== PROVIDED RECORDS ==
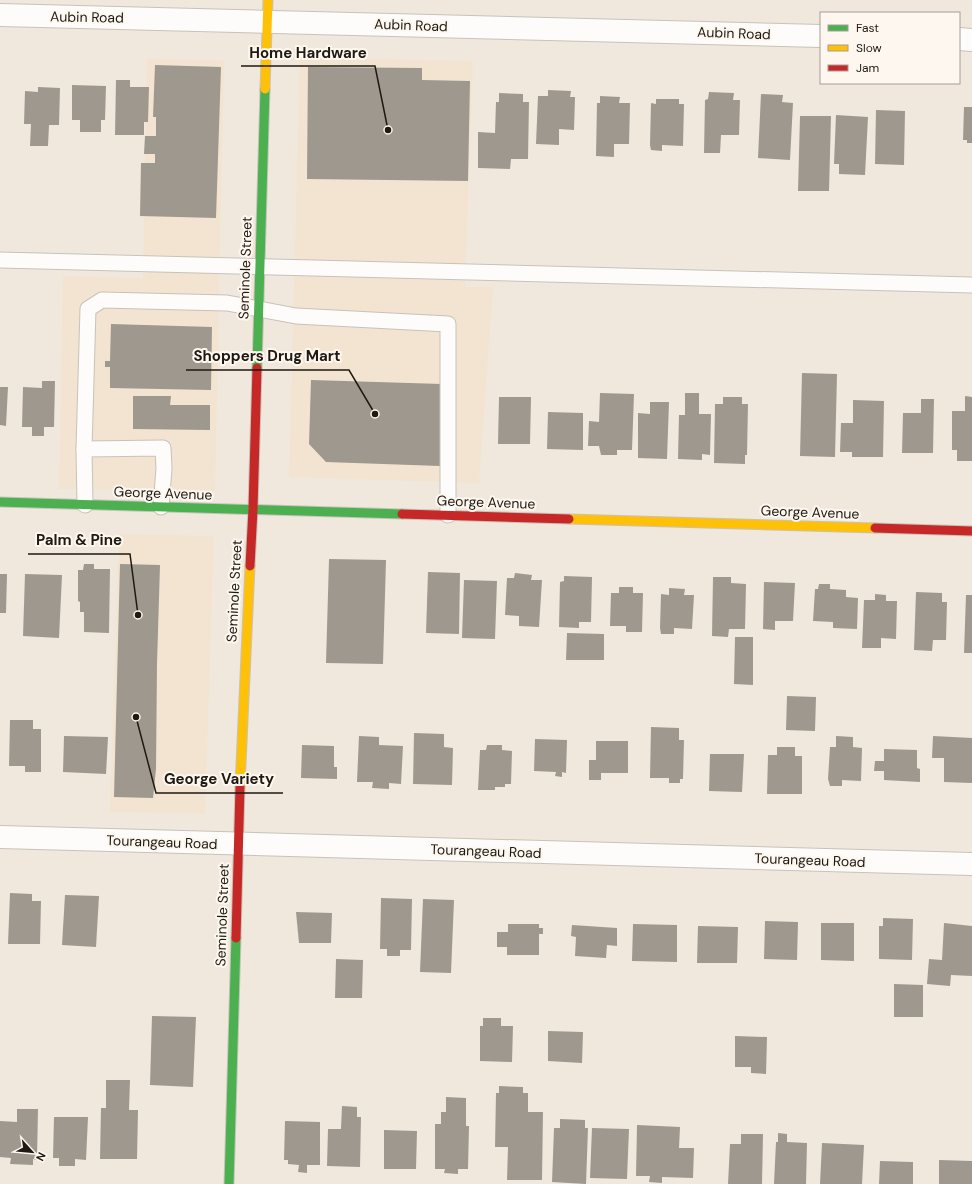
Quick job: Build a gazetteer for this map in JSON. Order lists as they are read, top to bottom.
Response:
{
  "streets": {
    "street": [
      "Aubin Road",
      "Seminole Street",
      "George Avenue",
      "Tourangeau Road"
    ]
  },
  "crossings": [
    ["Aubin Road", "Seminole Street"],
    ["Seminole Street", "George Avenue"],
    ["Seminole Street", "Tourangeau Road"]
  ],
  "places": [
    "Home Hardware",
    "Shoppers Drug Mart",
    "Palm & Pine",
    "George Variety"
  ],
  "legend": ["Fast", "Slow", "Jam"],
  "north": "bottom right"
}
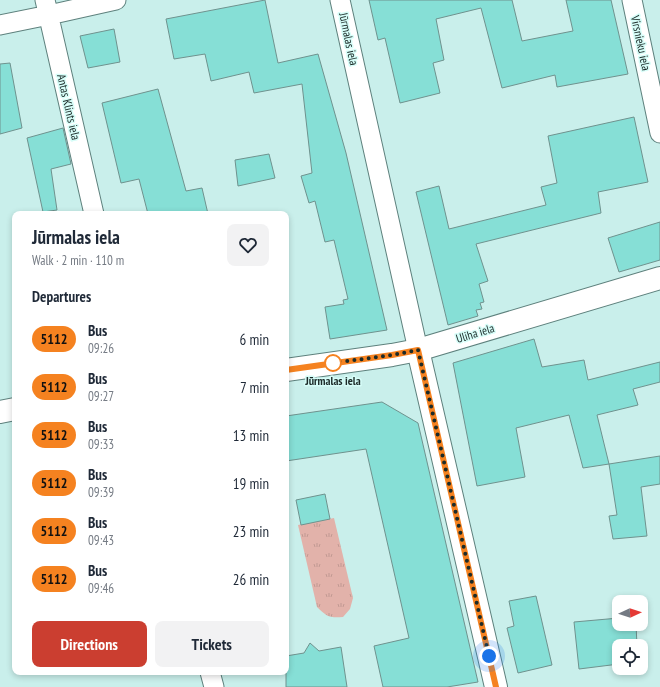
===
> [PROBLEM REQUIREMENTS] Word for word, copy all the entries above, but with no pictures.

> [YOUR RESPONSE]
Quick job: Build a gazetteer for this map in JSON. Order lists as they are read, top to bottom.
Response:
{
  "streets": {
    "street": [
      "Aubin Road",
      "Seminole Street",
      "George Avenue",
      "Tourangeau Road"
    ]
  },
  "crossings": [
    ["Aubin Road", "Seminole Street"],
    ["Seminole Street", "George Avenue"],
    ["Seminole Street", "Tourangeau Road"]
  ],
  "places": [
    "Home Hardware",
    "Shoppers Drug Mart",
    "Palm & Pine",
    "George Variety"
  ],
  "legend": ["Fast", "Slow", "Jam"],
  "north": "bottom right"
}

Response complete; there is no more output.